[Saved entries]
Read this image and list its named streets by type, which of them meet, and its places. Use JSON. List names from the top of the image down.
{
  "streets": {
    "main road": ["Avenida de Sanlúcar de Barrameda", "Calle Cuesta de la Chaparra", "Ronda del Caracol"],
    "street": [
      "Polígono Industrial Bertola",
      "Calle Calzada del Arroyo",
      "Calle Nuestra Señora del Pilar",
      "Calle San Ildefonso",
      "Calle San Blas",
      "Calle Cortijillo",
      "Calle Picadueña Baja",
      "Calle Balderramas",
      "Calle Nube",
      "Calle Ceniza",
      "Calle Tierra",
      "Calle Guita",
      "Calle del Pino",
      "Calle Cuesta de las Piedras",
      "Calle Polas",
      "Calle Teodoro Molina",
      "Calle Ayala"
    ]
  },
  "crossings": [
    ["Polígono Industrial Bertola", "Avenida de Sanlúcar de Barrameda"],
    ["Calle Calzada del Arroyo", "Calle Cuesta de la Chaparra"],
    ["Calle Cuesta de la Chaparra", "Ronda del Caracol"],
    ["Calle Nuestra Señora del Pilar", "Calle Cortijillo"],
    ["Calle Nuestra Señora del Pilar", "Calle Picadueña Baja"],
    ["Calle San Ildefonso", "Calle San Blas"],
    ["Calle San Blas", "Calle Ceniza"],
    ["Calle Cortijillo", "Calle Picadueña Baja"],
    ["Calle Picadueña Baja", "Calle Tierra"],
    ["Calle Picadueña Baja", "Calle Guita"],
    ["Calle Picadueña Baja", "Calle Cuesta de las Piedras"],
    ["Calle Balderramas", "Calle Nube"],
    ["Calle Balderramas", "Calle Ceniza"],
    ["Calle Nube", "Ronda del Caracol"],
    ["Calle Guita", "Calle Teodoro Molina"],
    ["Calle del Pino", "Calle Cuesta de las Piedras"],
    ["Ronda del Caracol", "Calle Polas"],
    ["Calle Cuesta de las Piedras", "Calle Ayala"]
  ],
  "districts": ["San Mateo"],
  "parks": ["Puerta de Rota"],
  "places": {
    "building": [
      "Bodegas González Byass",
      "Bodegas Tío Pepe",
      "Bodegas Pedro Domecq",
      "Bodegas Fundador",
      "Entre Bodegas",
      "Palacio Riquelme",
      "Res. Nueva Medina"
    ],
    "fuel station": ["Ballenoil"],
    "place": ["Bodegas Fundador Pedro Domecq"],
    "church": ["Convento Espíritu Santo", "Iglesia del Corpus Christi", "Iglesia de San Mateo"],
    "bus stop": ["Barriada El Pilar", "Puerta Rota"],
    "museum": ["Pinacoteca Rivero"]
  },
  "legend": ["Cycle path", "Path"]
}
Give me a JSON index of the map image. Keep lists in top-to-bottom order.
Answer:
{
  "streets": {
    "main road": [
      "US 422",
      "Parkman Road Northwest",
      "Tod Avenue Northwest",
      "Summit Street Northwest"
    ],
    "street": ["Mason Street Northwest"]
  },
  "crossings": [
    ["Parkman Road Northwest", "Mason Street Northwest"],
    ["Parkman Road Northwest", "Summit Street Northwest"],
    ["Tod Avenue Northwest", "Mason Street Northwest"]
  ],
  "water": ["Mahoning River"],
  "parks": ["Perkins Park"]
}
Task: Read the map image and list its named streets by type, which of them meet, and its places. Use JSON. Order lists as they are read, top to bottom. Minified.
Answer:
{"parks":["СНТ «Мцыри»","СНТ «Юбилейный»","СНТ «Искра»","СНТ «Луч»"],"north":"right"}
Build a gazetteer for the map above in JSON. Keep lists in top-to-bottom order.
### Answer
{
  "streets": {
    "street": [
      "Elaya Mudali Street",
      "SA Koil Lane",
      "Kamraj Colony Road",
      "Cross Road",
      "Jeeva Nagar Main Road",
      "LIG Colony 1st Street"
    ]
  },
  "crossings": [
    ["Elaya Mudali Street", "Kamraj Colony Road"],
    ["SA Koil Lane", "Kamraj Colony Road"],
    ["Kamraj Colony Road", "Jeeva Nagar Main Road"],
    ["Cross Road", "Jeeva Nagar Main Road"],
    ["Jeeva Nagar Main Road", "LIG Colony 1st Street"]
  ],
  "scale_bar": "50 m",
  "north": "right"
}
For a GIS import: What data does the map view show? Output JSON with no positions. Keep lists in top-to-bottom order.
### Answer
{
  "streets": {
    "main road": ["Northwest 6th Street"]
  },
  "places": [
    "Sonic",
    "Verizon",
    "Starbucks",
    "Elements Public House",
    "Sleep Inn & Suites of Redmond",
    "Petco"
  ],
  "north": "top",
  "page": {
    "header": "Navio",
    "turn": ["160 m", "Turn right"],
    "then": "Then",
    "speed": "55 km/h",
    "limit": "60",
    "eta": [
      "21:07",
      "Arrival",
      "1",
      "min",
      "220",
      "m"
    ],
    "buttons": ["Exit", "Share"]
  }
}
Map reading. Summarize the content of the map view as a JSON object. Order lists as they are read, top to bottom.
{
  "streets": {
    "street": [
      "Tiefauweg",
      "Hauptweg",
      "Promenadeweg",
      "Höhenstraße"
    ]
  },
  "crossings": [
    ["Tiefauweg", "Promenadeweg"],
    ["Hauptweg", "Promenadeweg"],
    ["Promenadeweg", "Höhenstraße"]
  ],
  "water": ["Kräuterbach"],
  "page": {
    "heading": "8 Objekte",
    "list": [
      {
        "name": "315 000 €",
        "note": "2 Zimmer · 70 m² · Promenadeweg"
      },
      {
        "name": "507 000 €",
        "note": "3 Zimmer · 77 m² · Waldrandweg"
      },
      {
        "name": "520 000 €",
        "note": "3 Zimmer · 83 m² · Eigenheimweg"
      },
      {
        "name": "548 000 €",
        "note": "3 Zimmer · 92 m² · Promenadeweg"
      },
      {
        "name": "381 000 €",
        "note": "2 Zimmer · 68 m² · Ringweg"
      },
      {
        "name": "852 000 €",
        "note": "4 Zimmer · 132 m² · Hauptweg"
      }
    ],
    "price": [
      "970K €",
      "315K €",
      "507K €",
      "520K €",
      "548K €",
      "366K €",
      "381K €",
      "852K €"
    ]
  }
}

■ **ACTION ITEM**: Give back exactly the lines above, from the line containing "Task: Read the" through the line containing "Build a gazetteer", with both end lines and nothing more.

■ **EXPECTED ANSWER**:
Task: Read the map image and list its named streets by type, which of them meet, and its places. Use JSON. Order lists as they are read, top to bottom. Minified.
Answer:
{"parks":["СНТ «Мцыри»","СНТ «Юбилейный»","СНТ «Искра»","СНТ «Луч»"],"north":"right"}
Build a gazetteer for the map above in JSON. Keep lists in top-to-bottom order.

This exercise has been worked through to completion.